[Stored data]
=-=-=
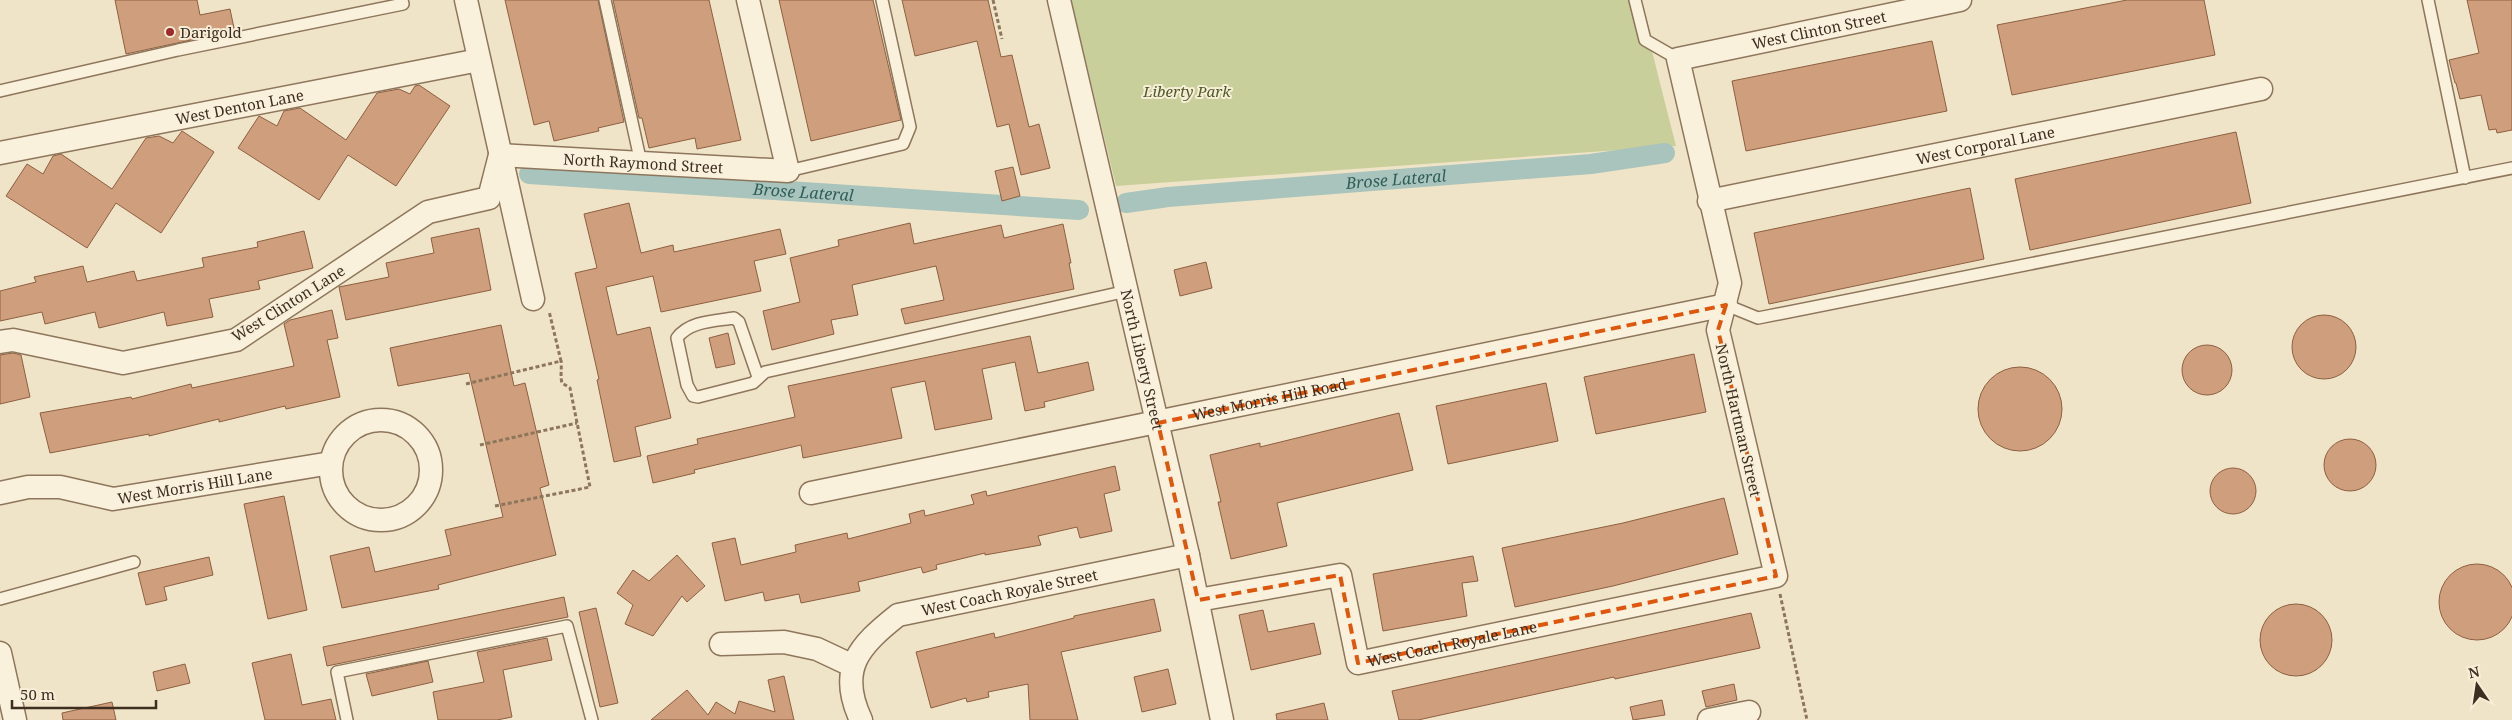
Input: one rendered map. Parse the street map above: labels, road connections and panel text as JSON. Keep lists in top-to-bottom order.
{
  "streets": {
    "street": [
      "West Clinton Street",
      "West Denton Lane",
      "West Corporal Lane",
      "North Raymond Street",
      "West Clinton Lane",
      "North Liberty Street",
      "West Morris Hill Road",
      "North Hartman Street",
      "West Morris Hill Lane",
      "West Coach Royale Street",
      "West Coach Royale Lane"
    ]
  },
  "crossings": [
    ["West Clinton Street", "North Hartman Street"],
    ["West Corporal Lane", "North Hartman Street"],
    ["North Raymond Street", "West Clinton Lane"],
    ["North Liberty Street", "West Morris Hill Road"],
    ["North Liberty Street", "West Coach Royale Street"],
    ["North Liberty Street", "West Coach Royale Lane"],
    ["West Morris Hill Road", "North Hartman Street"],
    ["North Hartman Street", "West Coach Royale Lane"]
  ],
  "water": ["Brose Lateral"],
  "parks": ["Liberty Park"],
  "places": ["Darigold"],
  "scale_bar": "50 m",
  "north": "top"
}
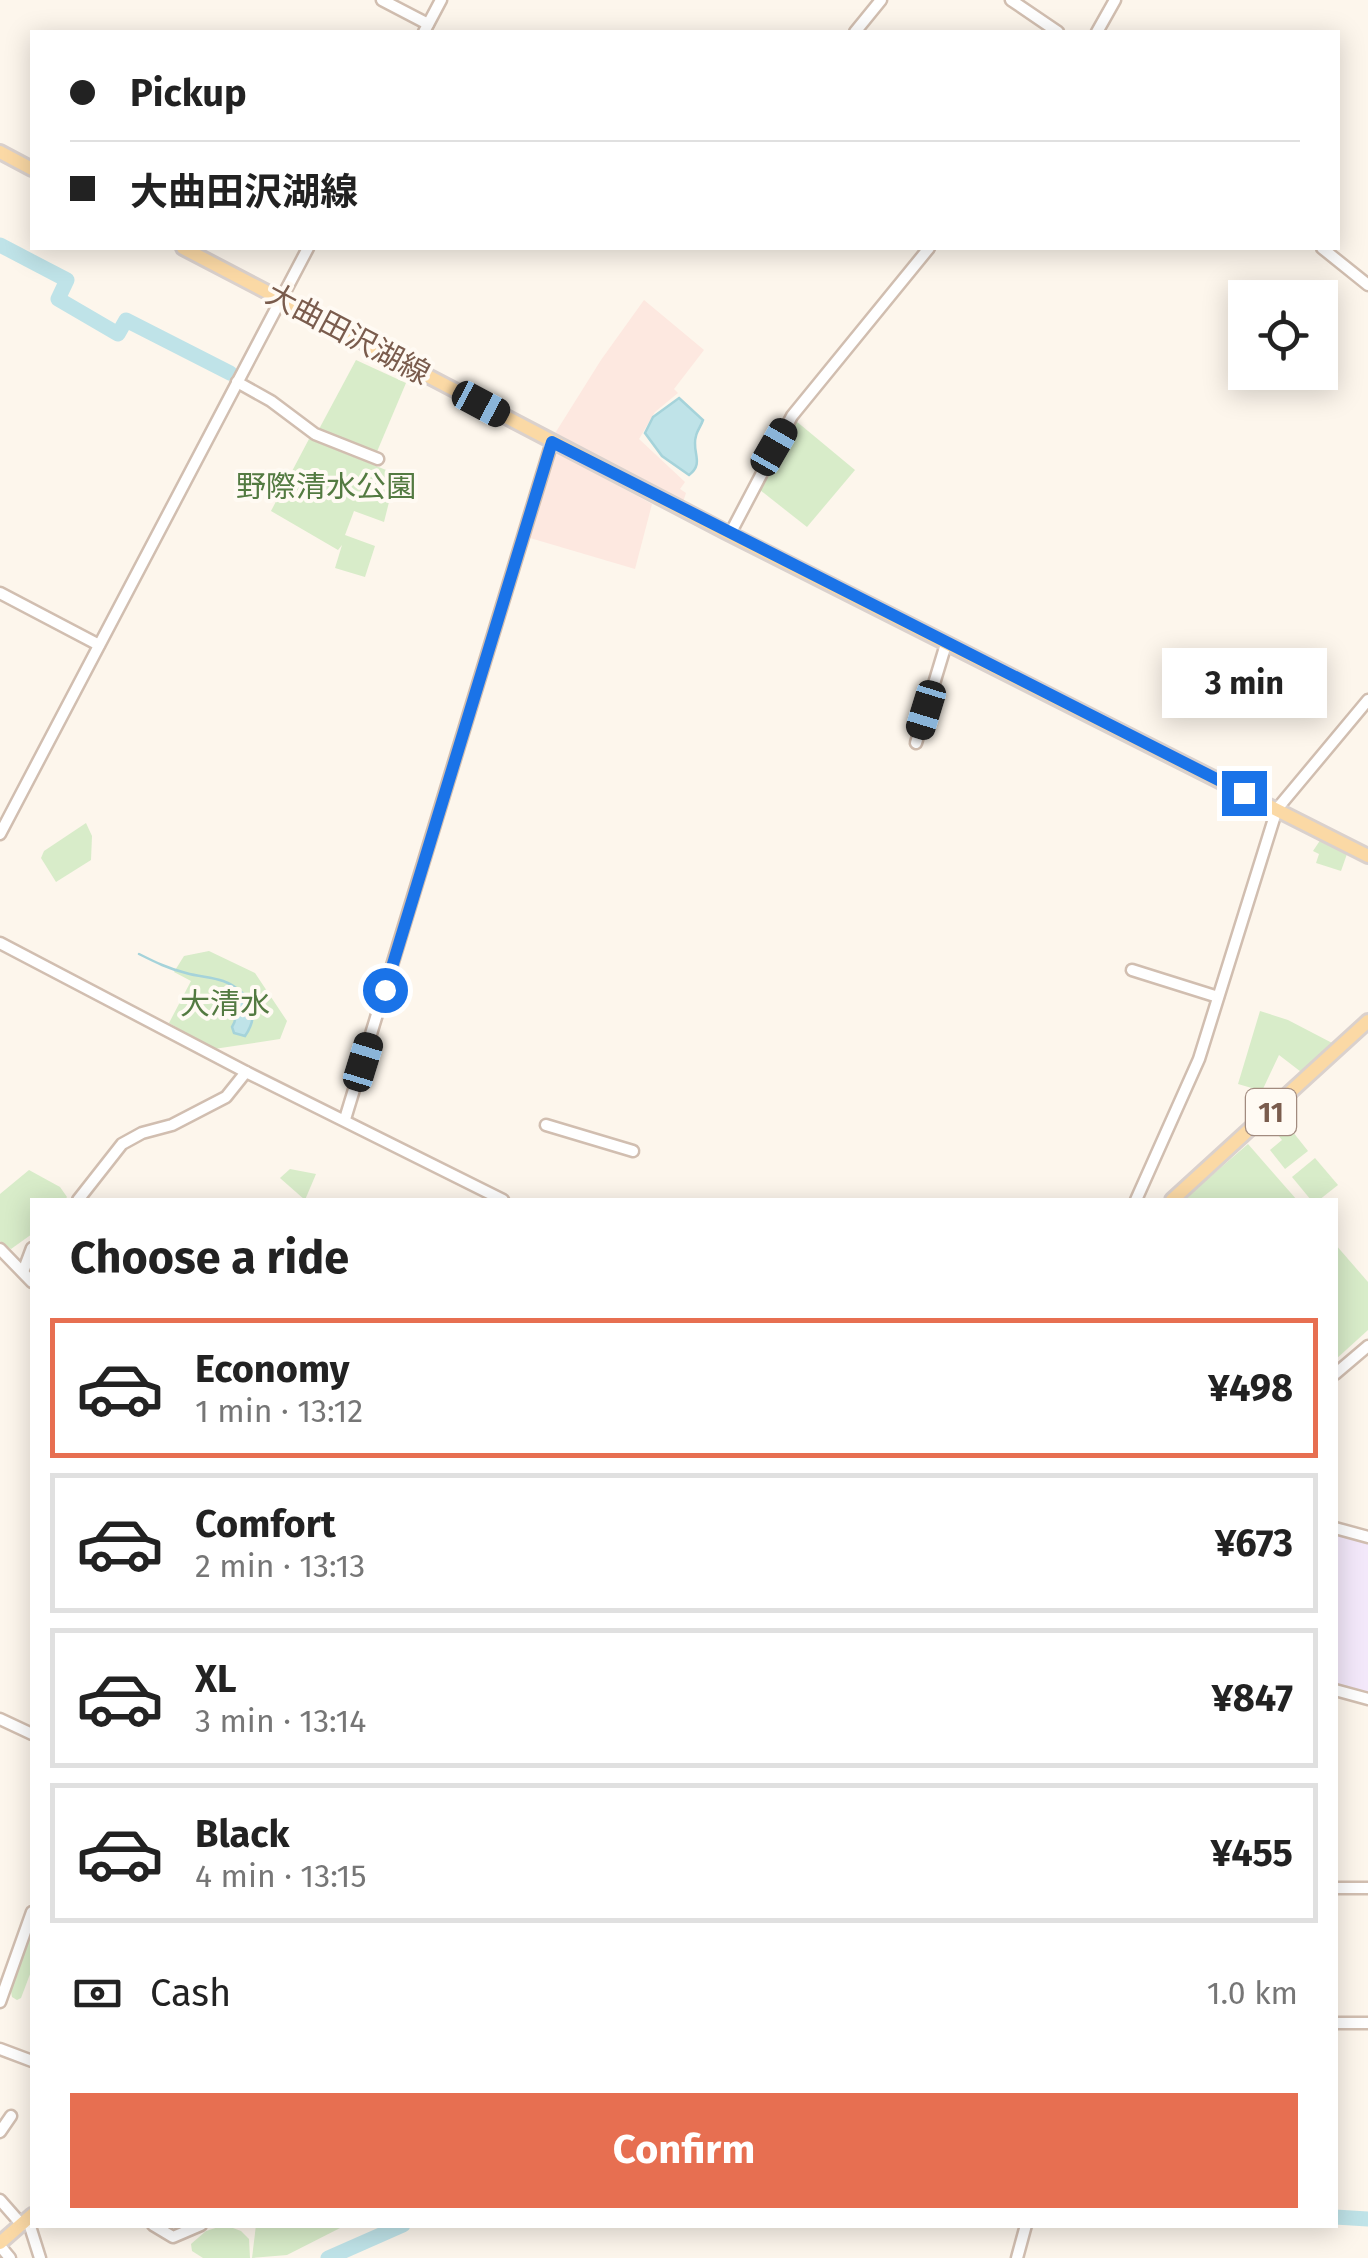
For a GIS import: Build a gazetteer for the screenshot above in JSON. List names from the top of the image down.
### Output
{
  "streets": {
    "main road": ["大曲田沢湖線", "11"]
  },
  "parks": ["野際清水公園", "大清水"],
  "page": {
    "banner": ["Pickup", "大曲田沢湖線"],
    "bubble": "3 min",
    "heading": "Choose a ride",
    "list": [
      {
        "name": "Economy",
        "note": "1 min · 13:12",
        "value": "¥498"
      },
      {
        "name": "Comfort",
        "note": "2 min · 13:13",
        "value": "¥673"
      },
      {
        "name": "XL",
        "note": "3 min · 13:14",
        "value": "¥847"
      },
      {
        "name": "Black",
        "note": "4 min · 13:15",
        "value": "¥455"
      }
    ],
    "pay": ["Cash", "1.0 km"],
    "buttons": "Confirm"
  }
}
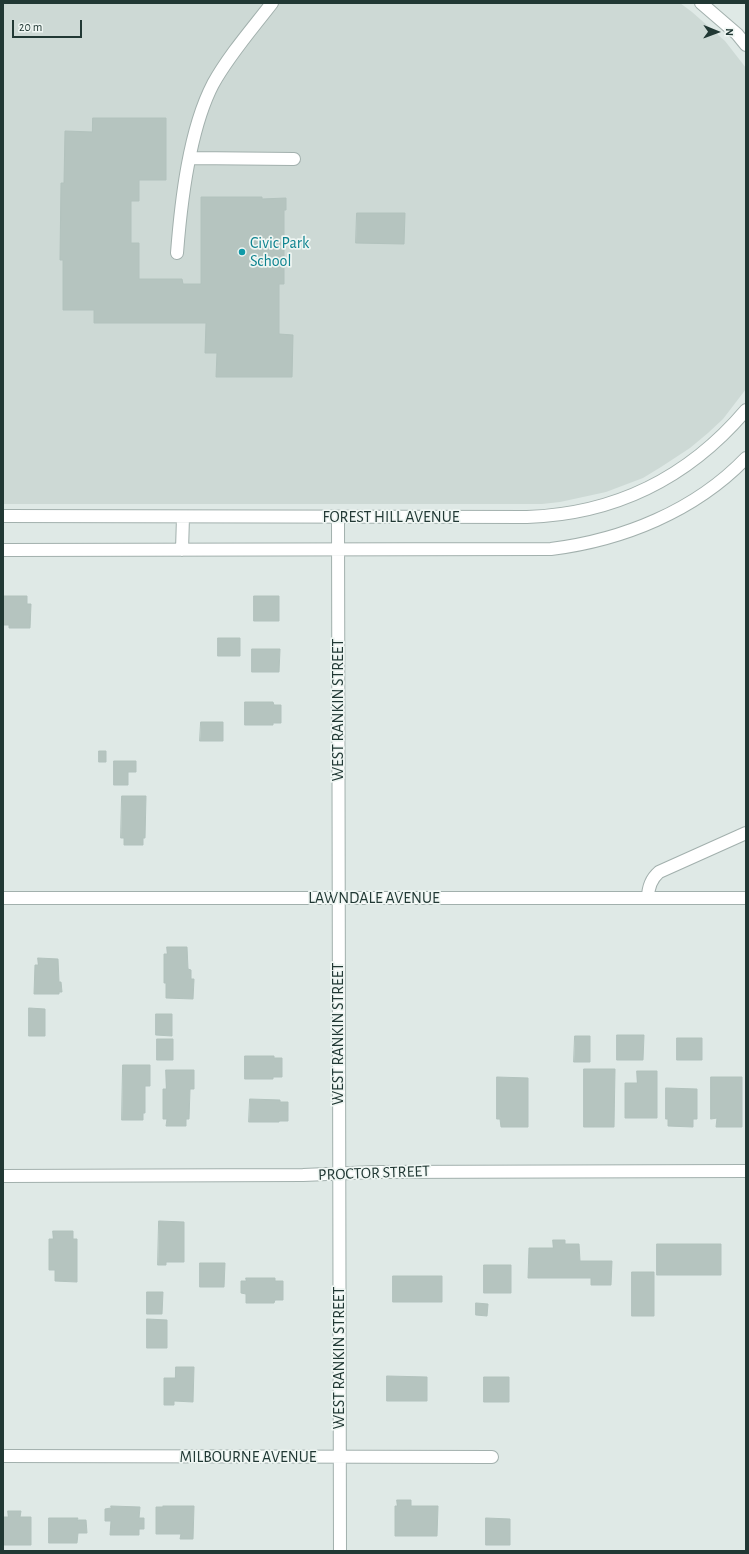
=-=-=
= What to produce =
Go through the records and repeat each one exactly, skipping anything that is a picture.

= Task answer =
Input: one rendered map. Parse the street map above: labels, road connections and panel text as JSON. Keep lists in top-to-bottom order.
{
  "streets": {
    "street": [
      "West Clinton Street",
      "West Denton Lane",
      "West Corporal Lane",
      "North Raymond Street",
      "West Clinton Lane",
      "North Liberty Street",
      "West Morris Hill Road",
      "North Hartman Street",
      "West Morris Hill Lane",
      "West Coach Royale Street",
      "West Coach Royale Lane"
    ]
  },
  "crossings": [
    ["West Clinton Street", "North Hartman Street"],
    ["West Corporal Lane", "North Hartman Street"],
    ["North Raymond Street", "West Clinton Lane"],
    ["North Liberty Street", "West Morris Hill Road"],
    ["North Liberty Street", "West Coach Royale Street"],
    ["North Liberty Street", "West Coach Royale Lane"],
    ["West Morris Hill Road", "North Hartman Street"],
    ["North Hartman Street", "West Coach Royale Lane"]
  ],
  "water": ["Brose Lateral"],
  "parks": ["Liberty Park"],
  "places": ["Darigold"],
  "scale_bar": "50 m",
  "north": "top"
}
For a GIS import: Build a gazetteer for the screenshot above in JSON. List names from the top of the image down.
### Output
{
  "streets": {
    "main road": ["大曲田沢湖線", "11"]
  },
  "parks": ["野際清水公園", "大清水"],
  "page": {
    "banner": ["Pickup", "大曲田沢湖線"],
    "bubble": "3 min",
    "heading": "Choose a ride",
    "list": [
      {
        "name": "Economy",
        "note": "1 min · 13:12",
        "value": "¥498"
      },
      {
        "name": "Comfort",
        "note": "2 min · 13:13",
        "value": "¥673"
      },
      {
        "name": "XL",
        "note": "3 min · 13:14",
        "value": "¥847"
      },
      {
        "name": "Black",
        "note": "4 min · 13:15",
        "value": "¥455"
      }
    ],
    "pay": ["Cash", "1.0 km"],
    "buttons": "Confirm"
  }
}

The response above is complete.